Resolution of tumour post-surgery and chemotherapy.

Outcome and follow-up

  • Following complete surgical treatment, the patient was started on adjuvant chemotherapy and eventually hormonal therapy.

  • One year after the complete surgical cure, the patient remains tumour-free and on radiological surveillance with three monthly CT scans.

Discussion

ESSs are the second most common pure mesenchymal tumours of the uterus, and they account for 10% of all uterine sarcomas.2

The highlight of the latest WHO classification of ESSs 20143 is the reintroduction of the HG-ESS subtype based on the recent discovery of a subset of ESSs with a unique YWHAE–FAM22. FAM22A/B was renamed NUTM2A/B due to its sequence homology with NUT (NUTM1)4 gene rearrangement. This subset of ESSs has distinct morphological features and a prognosis intermediate between LG-ESS and undifferentiated uterine sarcoma.5

Among the ESSs, the HG-ESSs form a very small subset and hence little is known about their natural course, prognostic factors and optimal management.

HG-ESS is usually seen in the premenopausal age group with a mean age of diagnosis of 50 years. It most commonly presents with abnormal vaginal bleeding and often has an extrauterine disease at the time of presentation.6 All these features were noted in our patient.

The condition may often be misdiagnosed as uterine leiomyoma or endometrial carcinoma preoperatively because of a lack of characteristic imaging and clinical manifestations. Imaging and diagnostic tests, including endometrial biopsies, may not always be helpful, especially if the lesion is completely within the myometrium. Due to the similarity of ESS with normal endometrium, it may be impossible to diagnose it with certainty on curettage fragments, and the definitive diagnosis can be made only on a hysterectomy specimen.7 Also, in suspected and symptomatic stage 1 sarcoma, a hysterectomy is usually the first treatment.
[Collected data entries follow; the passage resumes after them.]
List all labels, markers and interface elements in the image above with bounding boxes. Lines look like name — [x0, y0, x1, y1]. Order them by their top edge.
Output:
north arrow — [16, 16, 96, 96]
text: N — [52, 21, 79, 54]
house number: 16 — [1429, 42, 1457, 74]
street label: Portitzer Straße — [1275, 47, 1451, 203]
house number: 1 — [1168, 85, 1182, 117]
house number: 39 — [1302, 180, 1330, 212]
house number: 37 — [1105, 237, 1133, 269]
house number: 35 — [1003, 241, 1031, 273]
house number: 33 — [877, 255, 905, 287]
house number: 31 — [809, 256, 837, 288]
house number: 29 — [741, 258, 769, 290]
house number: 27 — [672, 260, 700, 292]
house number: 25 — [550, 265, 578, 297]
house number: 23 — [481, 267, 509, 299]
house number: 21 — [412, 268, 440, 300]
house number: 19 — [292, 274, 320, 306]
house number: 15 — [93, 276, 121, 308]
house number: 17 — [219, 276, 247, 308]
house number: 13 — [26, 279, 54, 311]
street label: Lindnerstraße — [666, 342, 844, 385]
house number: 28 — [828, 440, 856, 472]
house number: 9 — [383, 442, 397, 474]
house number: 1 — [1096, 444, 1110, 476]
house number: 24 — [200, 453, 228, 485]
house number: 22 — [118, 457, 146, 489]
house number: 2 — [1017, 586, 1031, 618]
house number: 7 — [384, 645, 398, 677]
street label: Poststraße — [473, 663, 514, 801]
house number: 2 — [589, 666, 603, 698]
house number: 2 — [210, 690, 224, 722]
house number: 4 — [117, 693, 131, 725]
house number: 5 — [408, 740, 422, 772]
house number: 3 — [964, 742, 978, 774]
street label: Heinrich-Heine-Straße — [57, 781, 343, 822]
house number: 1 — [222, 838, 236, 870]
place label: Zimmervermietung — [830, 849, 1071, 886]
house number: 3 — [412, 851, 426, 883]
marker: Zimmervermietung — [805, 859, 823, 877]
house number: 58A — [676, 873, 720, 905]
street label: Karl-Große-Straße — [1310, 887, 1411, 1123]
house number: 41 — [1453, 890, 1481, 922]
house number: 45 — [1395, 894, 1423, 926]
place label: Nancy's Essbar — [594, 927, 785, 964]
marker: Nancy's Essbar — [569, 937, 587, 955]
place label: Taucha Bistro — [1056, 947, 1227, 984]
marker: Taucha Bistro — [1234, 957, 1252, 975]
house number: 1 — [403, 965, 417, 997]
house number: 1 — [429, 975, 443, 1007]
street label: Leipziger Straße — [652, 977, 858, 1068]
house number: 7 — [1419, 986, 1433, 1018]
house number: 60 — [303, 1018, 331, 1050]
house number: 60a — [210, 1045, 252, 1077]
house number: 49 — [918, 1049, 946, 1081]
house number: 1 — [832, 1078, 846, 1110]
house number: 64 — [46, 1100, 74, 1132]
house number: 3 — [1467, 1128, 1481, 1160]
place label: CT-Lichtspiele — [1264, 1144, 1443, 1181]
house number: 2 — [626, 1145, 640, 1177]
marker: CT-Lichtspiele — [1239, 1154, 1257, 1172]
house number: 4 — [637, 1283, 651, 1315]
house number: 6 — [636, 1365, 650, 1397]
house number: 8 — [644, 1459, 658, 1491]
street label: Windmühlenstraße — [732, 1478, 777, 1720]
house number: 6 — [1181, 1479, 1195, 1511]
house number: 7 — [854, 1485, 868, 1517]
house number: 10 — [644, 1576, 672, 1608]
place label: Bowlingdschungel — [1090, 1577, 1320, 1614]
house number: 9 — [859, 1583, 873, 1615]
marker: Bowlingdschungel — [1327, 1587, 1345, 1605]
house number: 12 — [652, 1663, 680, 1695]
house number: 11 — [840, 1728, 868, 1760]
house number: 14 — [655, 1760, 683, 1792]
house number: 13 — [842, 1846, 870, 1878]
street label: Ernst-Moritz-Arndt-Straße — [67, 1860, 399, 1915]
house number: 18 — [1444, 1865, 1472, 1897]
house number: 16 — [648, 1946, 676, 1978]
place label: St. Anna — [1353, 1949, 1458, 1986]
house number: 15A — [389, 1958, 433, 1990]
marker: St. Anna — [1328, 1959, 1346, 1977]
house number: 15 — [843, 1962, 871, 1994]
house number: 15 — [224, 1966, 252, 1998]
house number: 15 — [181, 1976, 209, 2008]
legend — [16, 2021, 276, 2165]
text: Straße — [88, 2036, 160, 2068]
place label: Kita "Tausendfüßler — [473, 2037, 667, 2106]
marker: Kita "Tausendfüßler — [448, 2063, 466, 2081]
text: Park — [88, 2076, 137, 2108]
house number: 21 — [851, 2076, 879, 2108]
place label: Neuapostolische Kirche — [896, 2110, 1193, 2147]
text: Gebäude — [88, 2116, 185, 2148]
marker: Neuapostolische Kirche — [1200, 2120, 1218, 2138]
Neoadjuvant treatment is not considered even with a preoperative diagnosis of stage 1 sarcoma, especially with no contraindications to surgery. As the imaging said there was only suspicion of sarcoma with no extrauterine disease on the imaging done, a biopsy was not done preoperatively. If there was any extrauterine disease suspected, a biopsy would have been warranted and done.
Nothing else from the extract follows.